An Approach to Rapid Estimation of Relative Binding Affinities of Enzyme Inhibitors: Application to Peptidomimetic Inhibitors of the Human Immunodeficiency Virus Type 1 Protease

Abstract

This report describes a method for rapid assessment of the binding affinities of a series of analogous ligands to an enzyme. This approach is based on two variables (scores), representing (i) the enthalpy of binding and (ii) the strength of hydrophobic interaction. The method is then used to evaluate the binding of 11 different peptidomimetic inhibitors to the HIV-1 protease. Three-dimensional structures of these enzyme−inhibitor complexes are modeled based on the crystal structures of HIV-1 protease complexes with the known inhibitors. These structures are minimized using the AMBER force field, and the scores of binding enthalpy for each of the ligands are calculated.

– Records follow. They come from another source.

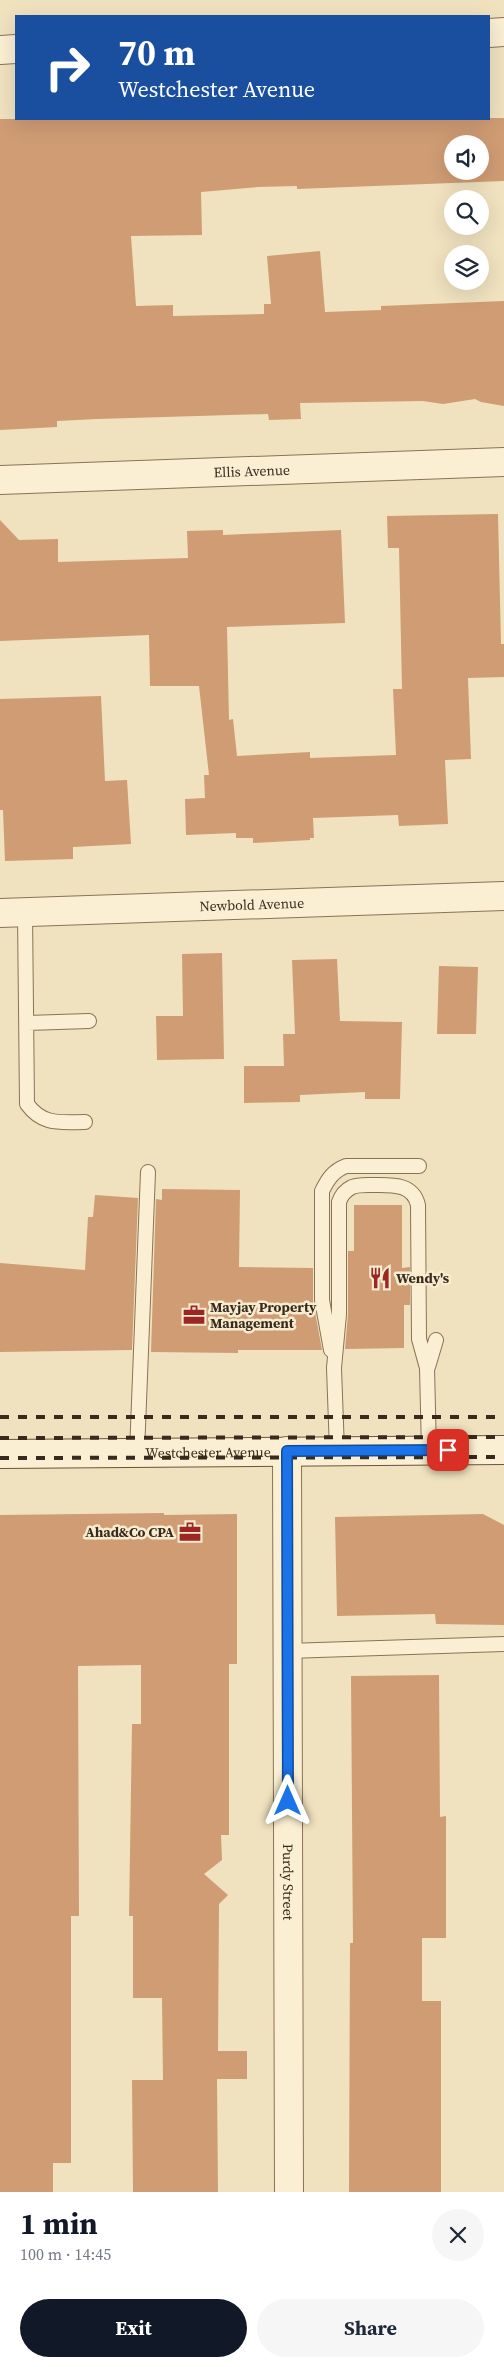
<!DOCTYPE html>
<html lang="en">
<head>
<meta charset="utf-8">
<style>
  body { margin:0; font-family:"Source Serif 4",serif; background:#f6f6f7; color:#1f2937; height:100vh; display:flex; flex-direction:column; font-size:19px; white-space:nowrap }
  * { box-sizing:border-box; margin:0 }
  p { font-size:16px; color:#747a83 }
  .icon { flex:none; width:28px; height:28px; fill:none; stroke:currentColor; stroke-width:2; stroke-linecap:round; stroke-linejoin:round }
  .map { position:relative; height:2192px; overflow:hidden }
  .details { display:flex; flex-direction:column; background:#fff; flex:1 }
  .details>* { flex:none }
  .banner { position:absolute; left:15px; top:15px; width:475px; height:105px; border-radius:0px; box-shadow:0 5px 20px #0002; background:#1a4fa0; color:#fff; overflow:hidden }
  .fabs { position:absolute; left:444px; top:135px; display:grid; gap:10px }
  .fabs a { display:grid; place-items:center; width:45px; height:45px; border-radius:50%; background:#fff; box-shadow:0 5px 20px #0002; font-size:25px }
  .pin { position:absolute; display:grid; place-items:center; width:42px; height:42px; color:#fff; margin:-21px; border-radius:10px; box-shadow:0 2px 8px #0006 }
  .me { position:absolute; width:55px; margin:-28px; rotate:0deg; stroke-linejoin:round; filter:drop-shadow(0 0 4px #0008) }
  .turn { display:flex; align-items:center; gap:18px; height:105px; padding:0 20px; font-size:22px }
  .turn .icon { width:65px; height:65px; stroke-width:2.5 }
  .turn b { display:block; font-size:35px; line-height:42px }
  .round { display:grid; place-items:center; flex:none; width:52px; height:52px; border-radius:26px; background:#f6f6f7 }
  .overview { display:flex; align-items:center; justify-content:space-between; height:85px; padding:0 20px }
  h1 { font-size:30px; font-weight:700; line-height:38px; color:#111827 }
  .button { display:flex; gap:10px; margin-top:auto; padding:10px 20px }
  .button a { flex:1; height:58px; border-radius:30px; background:#111827; color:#fff; font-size:20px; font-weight:700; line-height:58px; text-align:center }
  .button a+a { background:#f6f6f7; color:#1f2937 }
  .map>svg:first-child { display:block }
</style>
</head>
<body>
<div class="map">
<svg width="504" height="2192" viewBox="0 0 504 2192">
  <rect width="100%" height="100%" fill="#f0e2bf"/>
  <!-- building -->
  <path fill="#cf9c74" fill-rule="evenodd" d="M504,118v63l-207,8v-3l-39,1 -57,5 1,43 -71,1 5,70 37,-1v11l91,-2v-10h7l-4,-48 53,-5 5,61 56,-2v-4l123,-5v105l-23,-4 -6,-3 -32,5 -20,-3 -123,2 1,16 -32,1 -1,-6 -171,5 -40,2v6l-57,3v-311zM452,144h28v27h-28z
    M498,514l3,130h3v33l-36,1 3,81 -26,1 3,64 -49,2 -1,-11 -85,3 1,20h-4v2l-57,3v-5h-17v-5l-50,2 -1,-36 20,-1 -1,-23h5l-10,-89h-49l-1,-51 -149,6v-121l19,20 39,-1v23l130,-4 -1,-27 36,-1v5l118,-5 4,93 -118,4 2,93 4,-1 4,37 73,-4v6l86,-3 -3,-66h9l-3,-141h-11l-1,-32z
    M101,696l4,85 22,-1 4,64 -58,3v12l-68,2 -2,-51h-3v-111z
    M222,953l2,106 -67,1 -1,-44h27l-1,-62z
    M337,959l3,62 62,1 -2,77h-35v-7l-65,3v7l-56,1v-37h40l-1,-32h12l-3,-74z
    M439,966l39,1 -2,67h-39z
    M162,1189l78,1 -1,77 74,1v33l9,49h-84v3l-87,-1 5,-153 6,1z
    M95,1195l43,3 -6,152 -132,2v-89l85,7 3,-53h5z
    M354,1205h48v63l8,-1v38h-6v43l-59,1 3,-35v-63h6z
    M164,1513v2l73,-1v150h-8v171h-8l1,25 -18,14 24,21 -9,9 -1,147h29v28h-30l1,113h-85l-1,-112h31l-1,-82h-29v-82h-4l3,-192h9v-59l-63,1 1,250h-8v247h-18v29h-53v-677z
    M483,1514l21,11v100l-68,-1 -1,-10 -98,2 -2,-99z
    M439,1675l1,142 6,-1v122h-24v63h19v191h-92l1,-249h3l-2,-267z"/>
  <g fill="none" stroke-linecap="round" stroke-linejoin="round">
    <!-- service casing -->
    <g stroke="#897357" stroke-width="16">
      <path id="service" d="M25,913l2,191c16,22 34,18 58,18
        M27,1023l62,-2
        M331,1350l-9,-50v-109c6,-12 11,-20 24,-25h73
        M428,1367l8,-27
        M337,1451l-3,-83 5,-54v-112c2,-6 7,-12 13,-15 7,-3 16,-2 24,-2 17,0 37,-1 42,20l1,134 8,29 2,83
        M137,1453l11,-281
        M287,1651l217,-7"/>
    </g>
    <!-- minor casing -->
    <g stroke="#897357" stroke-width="30">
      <g id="minor">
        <path d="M489,33l15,-1"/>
        <path d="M0,50l16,-1"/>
        <path id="s1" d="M0,480l504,-18"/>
        <path id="s2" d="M0,913l504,-17"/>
        <path id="s3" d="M287,1451l2,741"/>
      </g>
    </g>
    <!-- secondary casing -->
    <g stroke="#6b533a" stroke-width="30">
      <g id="secondary">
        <path id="s4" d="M0,1454l504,-4"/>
      </g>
    </g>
    <!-- service -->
    <use href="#service" stroke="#faefd3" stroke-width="14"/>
    <!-- minor -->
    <use href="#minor" stroke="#faefd3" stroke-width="28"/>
    <!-- secondary -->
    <use href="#secondary" stroke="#faefd3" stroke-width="28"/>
    <!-- rail -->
    <path stroke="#382a1c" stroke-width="4" stroke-dasharray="9 9" stroke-linecap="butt" d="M0,1417h504
      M0,1438l504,-1
      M0,1458l504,-1"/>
  </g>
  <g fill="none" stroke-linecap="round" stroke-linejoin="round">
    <!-- route casing -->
    <g stroke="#114b97" stroke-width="12">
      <path id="route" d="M288,1801l-1,-350 161,-1"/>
    </g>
    <!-- route -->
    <use href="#route" stroke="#1a73e8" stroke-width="9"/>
  </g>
  <!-- icons -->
  <defs>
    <g id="restaurant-bare" transform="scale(1.725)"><path d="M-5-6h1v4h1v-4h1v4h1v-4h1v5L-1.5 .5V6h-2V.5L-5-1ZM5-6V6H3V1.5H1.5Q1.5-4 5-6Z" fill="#9b2624" stroke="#f7eccf" stroke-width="2.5" paint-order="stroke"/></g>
    <g id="office-bare" transform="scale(1.725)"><path d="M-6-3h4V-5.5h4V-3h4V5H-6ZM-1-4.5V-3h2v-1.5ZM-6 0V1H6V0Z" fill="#9b2624" stroke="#f7eccf" stroke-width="2.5" paint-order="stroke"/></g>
  </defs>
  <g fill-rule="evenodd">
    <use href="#restaurant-bare" x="380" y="1278"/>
    <use href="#office-bare" x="194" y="1315"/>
    <use href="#office-bare" x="190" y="1532"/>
  </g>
  <g text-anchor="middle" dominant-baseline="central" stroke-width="5" stroke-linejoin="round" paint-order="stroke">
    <!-- street labels -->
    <g font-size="14" fill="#382a1c" stroke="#f7eccf">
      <text stroke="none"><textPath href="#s1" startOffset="252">Ellis Avenue</textPath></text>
      <text stroke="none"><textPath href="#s2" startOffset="252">Newbold Avenue</textPath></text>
      <text stroke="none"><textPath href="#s4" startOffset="208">Westchester Avenue</textPath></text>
      <text stroke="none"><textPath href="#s3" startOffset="431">Purdy Street</textPath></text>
    </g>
    <!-- poi labels -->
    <g font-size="14" font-weight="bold" fill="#382a1c" stroke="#f7eccf" text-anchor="start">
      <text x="396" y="1278">Wendy's</text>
      <text x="210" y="1307">Mayjay Property<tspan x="210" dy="16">Management</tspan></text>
      <text x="174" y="1532" text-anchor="end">Ahad&amp;Co CPA</text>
    </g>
  </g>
</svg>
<div class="fabs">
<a><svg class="icon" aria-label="sound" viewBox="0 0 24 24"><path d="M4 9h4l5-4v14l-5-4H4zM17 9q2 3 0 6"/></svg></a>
<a><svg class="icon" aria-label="search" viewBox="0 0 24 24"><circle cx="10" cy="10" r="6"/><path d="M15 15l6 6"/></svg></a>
<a><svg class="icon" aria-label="layers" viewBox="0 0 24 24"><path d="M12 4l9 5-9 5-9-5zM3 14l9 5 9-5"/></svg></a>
</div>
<div class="pin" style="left:448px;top:1450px;background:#d93025"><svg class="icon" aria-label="arrive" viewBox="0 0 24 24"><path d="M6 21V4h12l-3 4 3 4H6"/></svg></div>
<svg class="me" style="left:288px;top:1801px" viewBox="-20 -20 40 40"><path d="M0-17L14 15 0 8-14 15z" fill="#1a73e8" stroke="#fff" stroke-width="4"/></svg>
<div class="banner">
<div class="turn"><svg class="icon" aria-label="right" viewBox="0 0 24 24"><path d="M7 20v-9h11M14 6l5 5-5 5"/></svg><div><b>70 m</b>Westchester Avenue</div></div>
</div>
</div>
<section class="details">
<div class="overview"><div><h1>1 min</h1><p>100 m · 14:45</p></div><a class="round"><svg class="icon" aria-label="close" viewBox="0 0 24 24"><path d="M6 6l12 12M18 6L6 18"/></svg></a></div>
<div class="button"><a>Exit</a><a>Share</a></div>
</section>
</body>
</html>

A second score to represent the hydrophobic interaction between a pair of atoms uses an exponential function of distance between the atoms and the product of their atomic hydrophobicity constants. This exponential function is used to assess the hydrophobic interaction energy between an enzyme and its inhibitor and also to compute and display a ‘molecular hydrophobicity map' as a 3D visualization tool. These methods are then applied to obtain trends in relative binding affinities of pairs of analogous inhibitors. Calculated scores agree well with corresponding results from thermodynamic cycle perturbation (TCP) simulations as well as experimental binding data. Since the proposed calculations are computationally cheaper and faster than TCP calculations, it is suggested that these scores can form the basis for rapid, preliminary theoretical screening of proposed derivatives of an inhibitor prior to TCP analysis, synthesis, and testing.